EXERCISE GOAL: Could each entry below be printed again exactly as given?

***** PROVIDED RECORDS

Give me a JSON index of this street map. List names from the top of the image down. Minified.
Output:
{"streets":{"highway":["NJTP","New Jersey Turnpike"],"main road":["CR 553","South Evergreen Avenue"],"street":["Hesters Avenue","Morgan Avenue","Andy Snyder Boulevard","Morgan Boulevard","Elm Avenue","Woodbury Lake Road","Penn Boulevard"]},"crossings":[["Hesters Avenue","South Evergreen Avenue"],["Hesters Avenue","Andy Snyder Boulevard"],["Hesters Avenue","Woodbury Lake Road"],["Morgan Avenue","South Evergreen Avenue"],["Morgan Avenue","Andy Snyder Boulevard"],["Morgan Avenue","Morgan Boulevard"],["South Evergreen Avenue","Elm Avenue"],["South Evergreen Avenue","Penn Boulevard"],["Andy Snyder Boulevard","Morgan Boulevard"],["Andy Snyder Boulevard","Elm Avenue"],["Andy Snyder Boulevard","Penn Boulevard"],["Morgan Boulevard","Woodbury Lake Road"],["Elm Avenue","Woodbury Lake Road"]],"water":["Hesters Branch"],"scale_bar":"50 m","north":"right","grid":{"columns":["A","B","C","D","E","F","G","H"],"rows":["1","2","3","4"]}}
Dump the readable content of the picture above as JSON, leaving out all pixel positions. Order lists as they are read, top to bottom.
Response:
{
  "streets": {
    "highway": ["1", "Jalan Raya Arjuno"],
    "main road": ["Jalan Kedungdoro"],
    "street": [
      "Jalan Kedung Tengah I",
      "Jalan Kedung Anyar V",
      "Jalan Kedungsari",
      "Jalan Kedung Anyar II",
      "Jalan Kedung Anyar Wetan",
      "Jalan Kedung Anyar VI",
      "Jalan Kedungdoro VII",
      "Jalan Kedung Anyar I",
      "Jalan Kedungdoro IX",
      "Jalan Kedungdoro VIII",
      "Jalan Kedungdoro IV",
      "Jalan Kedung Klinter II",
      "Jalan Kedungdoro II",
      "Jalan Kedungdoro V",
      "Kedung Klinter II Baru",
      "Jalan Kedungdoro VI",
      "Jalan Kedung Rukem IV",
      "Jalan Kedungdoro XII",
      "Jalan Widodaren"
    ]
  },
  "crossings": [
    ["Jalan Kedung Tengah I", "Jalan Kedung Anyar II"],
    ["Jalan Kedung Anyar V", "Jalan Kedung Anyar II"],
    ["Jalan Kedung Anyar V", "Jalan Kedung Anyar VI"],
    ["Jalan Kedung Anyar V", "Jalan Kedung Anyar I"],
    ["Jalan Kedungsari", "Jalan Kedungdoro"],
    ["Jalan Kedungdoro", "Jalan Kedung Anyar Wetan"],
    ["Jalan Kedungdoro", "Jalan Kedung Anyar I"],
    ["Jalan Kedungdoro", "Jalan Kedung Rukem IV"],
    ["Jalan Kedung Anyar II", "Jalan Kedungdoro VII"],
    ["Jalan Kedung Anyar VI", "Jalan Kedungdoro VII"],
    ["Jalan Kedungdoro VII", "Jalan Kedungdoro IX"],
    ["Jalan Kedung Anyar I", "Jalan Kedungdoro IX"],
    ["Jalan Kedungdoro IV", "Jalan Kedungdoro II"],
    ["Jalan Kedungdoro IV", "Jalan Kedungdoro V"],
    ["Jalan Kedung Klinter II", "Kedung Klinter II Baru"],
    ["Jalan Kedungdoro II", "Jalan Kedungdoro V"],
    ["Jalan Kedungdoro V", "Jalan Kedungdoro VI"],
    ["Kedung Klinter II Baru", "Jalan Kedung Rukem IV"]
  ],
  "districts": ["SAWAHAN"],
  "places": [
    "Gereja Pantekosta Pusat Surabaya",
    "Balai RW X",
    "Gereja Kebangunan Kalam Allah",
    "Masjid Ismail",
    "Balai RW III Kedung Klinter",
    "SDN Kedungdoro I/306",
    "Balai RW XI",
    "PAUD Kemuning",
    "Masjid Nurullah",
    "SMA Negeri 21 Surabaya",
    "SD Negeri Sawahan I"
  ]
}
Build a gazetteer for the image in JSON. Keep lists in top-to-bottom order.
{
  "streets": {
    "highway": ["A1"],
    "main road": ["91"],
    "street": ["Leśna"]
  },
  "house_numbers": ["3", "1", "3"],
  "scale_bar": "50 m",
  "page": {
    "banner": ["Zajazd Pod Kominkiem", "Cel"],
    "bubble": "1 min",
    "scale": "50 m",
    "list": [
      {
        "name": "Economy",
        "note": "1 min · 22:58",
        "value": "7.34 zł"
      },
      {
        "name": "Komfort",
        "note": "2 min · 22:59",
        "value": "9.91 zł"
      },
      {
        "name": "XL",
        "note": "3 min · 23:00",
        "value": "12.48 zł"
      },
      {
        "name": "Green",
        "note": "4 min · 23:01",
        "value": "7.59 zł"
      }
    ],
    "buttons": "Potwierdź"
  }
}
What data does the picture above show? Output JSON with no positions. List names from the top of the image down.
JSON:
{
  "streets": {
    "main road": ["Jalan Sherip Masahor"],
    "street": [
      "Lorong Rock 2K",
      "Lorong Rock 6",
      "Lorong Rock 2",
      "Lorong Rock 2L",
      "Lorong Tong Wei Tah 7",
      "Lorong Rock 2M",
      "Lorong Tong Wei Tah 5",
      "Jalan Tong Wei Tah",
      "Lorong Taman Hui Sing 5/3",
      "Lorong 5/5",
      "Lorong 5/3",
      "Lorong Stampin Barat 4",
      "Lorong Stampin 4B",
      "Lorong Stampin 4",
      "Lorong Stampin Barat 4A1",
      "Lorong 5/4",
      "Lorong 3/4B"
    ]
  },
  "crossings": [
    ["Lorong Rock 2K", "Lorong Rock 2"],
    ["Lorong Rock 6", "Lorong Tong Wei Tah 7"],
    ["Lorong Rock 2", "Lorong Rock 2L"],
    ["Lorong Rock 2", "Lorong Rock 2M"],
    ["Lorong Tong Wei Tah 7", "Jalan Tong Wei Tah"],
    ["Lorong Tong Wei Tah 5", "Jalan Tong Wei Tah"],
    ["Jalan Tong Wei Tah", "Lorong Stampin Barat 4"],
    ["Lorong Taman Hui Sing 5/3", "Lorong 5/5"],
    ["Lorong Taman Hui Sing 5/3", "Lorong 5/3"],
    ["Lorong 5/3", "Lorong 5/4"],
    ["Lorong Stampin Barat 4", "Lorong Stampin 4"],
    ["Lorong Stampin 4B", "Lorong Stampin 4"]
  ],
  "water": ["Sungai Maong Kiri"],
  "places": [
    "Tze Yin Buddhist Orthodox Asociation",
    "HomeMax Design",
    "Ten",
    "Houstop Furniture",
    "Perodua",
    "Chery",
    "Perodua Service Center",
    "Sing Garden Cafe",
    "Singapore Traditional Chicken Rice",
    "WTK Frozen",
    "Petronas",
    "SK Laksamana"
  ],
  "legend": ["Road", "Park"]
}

**********

THE ANSWER:
Give me a JSON index of this street map. List names from the top of the image down. Minified.
Output:
{"streets":{"highway":["NJTP","New Jersey Turnpike"],"main road":["CR 553","South Evergreen Avenue"],"street":["Hesters Avenue","Morgan Avenue","Andy Snyder Boulevard","Morgan Boulevard","Elm Avenue","Woodbury Lake Road","Penn Boulevard"]},"crossings":[["Hesters Avenue","South Evergreen Avenue"],["Hesters Avenue","Andy Snyder Boulevard"],["Hesters Avenue","Woodbury Lake Road"],["Morgan Avenue","South Evergreen Avenue"],["Morgan Avenue","Andy Snyder Boulevard"],["Morgan Avenue","Morgan Boulevard"],["South Evergreen Avenue","Elm Avenue"],["South Evergreen Avenue","Penn Boulevard"],["Andy Snyder Boulevard","Morgan Boulevard"],["Andy Snyder Boulevard","Elm Avenue"],["Andy Snyder Boulevard","Penn Boulevard"],["Morgan Boulevard","Woodbury Lake Road"],["Elm Avenue","Woodbury Lake Road"]],"water":["Hesters Branch"],"scale_bar":"50 m","north":"right","grid":{"columns":["A","B","C","D","E","F","G","H"],"rows":["1","2","3","4"]}}
Dump the readable content of the picture above as JSON, leaving out all pixel positions. Order lists as they are read, top to bottom.
Response:
{
  "streets": {
    "highway": ["1", "Jalan Raya Arjuno"],
    "main road": ["Jalan Kedungdoro"],
    "street": [
      "Jalan Kedung Tengah I",
      "Jalan Kedung Anyar V",
      "Jalan Kedungsari",
      "Jalan Kedung Anyar II",
      "Jalan Kedung Anyar Wetan",
      "Jalan Kedung Anyar VI",
      "Jalan Kedungdoro VII",
      "Jalan Kedung Anyar I",
      "Jalan Kedungdoro IX",
      "Jalan Kedungdoro VIII",
      "Jalan Kedungdoro IV",
      "Jalan Kedung Klinter II",
      "Jalan Kedungdoro II",
      "Jalan Kedungdoro V",
      "Kedung Klinter II Baru",
      "Jalan Kedungdoro VI",
      "Jalan Kedung Rukem IV",
      "Jalan Kedungdoro XII",
      "Jalan Widodaren"
    ]
  },
  "crossings": [
    ["Jalan Kedung Tengah I", "Jalan Kedung Anyar II"],
    ["Jalan Kedung Anyar V", "Jalan Kedung Anyar II"],
    ["Jalan Kedung Anyar V", "Jalan Kedung Anyar VI"],
    ["Jalan Kedung Anyar V", "Jalan Kedung Anyar I"],
    ["Jalan Kedungsari", "Jalan Kedungdoro"],
    ["Jalan Kedungdoro", "Jalan Kedung Anyar Wetan"],
    ["Jalan Kedungdoro", "Jalan Kedung Anyar I"],
    ["Jalan Kedungdoro", "Jalan Kedung Rukem IV"],
    ["Jalan Kedung Anyar II", "Jalan Kedungdoro VII"],
    ["Jalan Kedung Anyar VI", "Jalan Kedungdoro VII"],
    ["Jalan Kedungdoro VII", "Jalan Kedungdoro IX"],
    ["Jalan Kedung Anyar I", "Jalan Kedungdoro IX"],
    ["Jalan Kedungdoro IV", "Jalan Kedungdoro II"],
    ["Jalan Kedungdoro IV", "Jalan Kedungdoro V"],
    ["Jalan Kedung Klinter II", "Kedung Klinter II Baru"],
    ["Jalan Kedungdoro II", "Jalan Kedungdoro V"],
    ["Jalan Kedungdoro V", "Jalan Kedungdoro VI"],
    ["Kedung Klinter II Baru", "Jalan Kedung Rukem IV"]
  ],
  "districts": ["SAWAHAN"],
  "places": [
    "Gereja Pantekosta Pusat Surabaya",
    "Balai RW X",
    "Gereja Kebangunan Kalam Allah",
    "Masjid Ismail",
    "Balai RW III Kedung Klinter",
    "SDN Kedungdoro I/306",
    "Balai RW XI",
    "PAUD Kemuning",
    "Masjid Nurullah",
    "SMA Negeri 21 Surabaya",
    "SD Negeri Sawahan I"
  ]
}
Build a gazetteer for the image in JSON. Keep lists in top-to-bottom order.
{
  "streets": {
    "highway": ["A1"],
    "main road": ["91"],
    "street": ["Leśna"]
  },
  "house_numbers": ["3", "1", "3"],
  "scale_bar": "50 m",
  "page": {
    "banner": ["Zajazd Pod Kominkiem", "Cel"],
    "bubble": "1 min",
    "scale": "50 m",
    "list": [
      {
        "name": "Economy",
        "note": "1 min · 22:58",
        "value": "7.34 zł"
      },
      {
        "name": "Komfort",
        "note": "2 min · 22:59",
        "value": "9.91 zł"
      },
      {
        "name": "XL",
        "note": "3 min · 23:00",
        "value": "12.48 zł"
      },
      {
        "name": "Green",
        "note": "4 min · 23:01",
        "value": "7.59 zł"
      }
    ],
    "buttons": "Potwierdź"
  }
}
What data does the picture above show? Output JSON with no positions. List names from the top of the image down.
JSON:
{
  "streets": {
    "main road": ["Jalan Sherip Masahor"],
    "street": [
      "Lorong Rock 2K",
      "Lorong Rock 6",
      "Lorong Rock 2",
      "Lorong Rock 2L",
      "Lorong Tong Wei Tah 7",
      "Lorong Rock 2M",
      "Lorong Tong Wei Tah 5",
      "Jalan Tong Wei Tah",
      "Lorong Taman Hui Sing 5/3",
      "Lorong 5/5",
      "Lorong 5/3",
      "Lorong Stampin Barat 4",
      "Lorong Stampin 4B",
      "Lorong Stampin 4",
      "Lorong Stampin Barat 4A1",
      "Lorong 5/4",
      "Lorong 3/4B"
    ]
  },
  "crossings": [
    ["Lorong Rock 2K", "Lorong Rock 2"],
    ["Lorong Rock 6", "Lorong Tong Wei Tah 7"],
    ["Lorong Rock 2", "Lorong Rock 2L"],
    ["Lorong Rock 2", "Lorong Rock 2M"],
    ["Lorong Tong Wei Tah 7", "Jalan Tong Wei Tah"],
    ["Lorong Tong Wei Tah 5", "Jalan Tong Wei Tah"],
    ["Jalan Tong Wei Tah", "Lorong Stampin Barat 4"],
    ["Lorong Taman Hui Sing 5/3", "Lorong 5/5"],
    ["Lorong Taman Hui Sing 5/3", "Lorong 5/3"],
    ["Lorong 5/3", "Lorong 5/4"],
    ["Lorong Stampin Barat 4", "Lorong Stampin 4"],
    ["Lorong Stampin 4B", "Lorong Stampin 4"]
  ],
  "water": ["Sungai Maong Kiri"],
  "places": [
    "Tze Yin Buddhist Orthodox Asociation",
    "HomeMax Design",
    "Ten",
    "Houstop Furniture",
    "Perodua",
    "Chery",
    "Perodua Service Center",
    "Sing Garden Cafe",
    "Singapore Traditional Chicken Rice",
    "WTK Frozen",
    "Petronas",
    "SK Laksamana"
  ],
  "legend": ["Road", "Park"]
}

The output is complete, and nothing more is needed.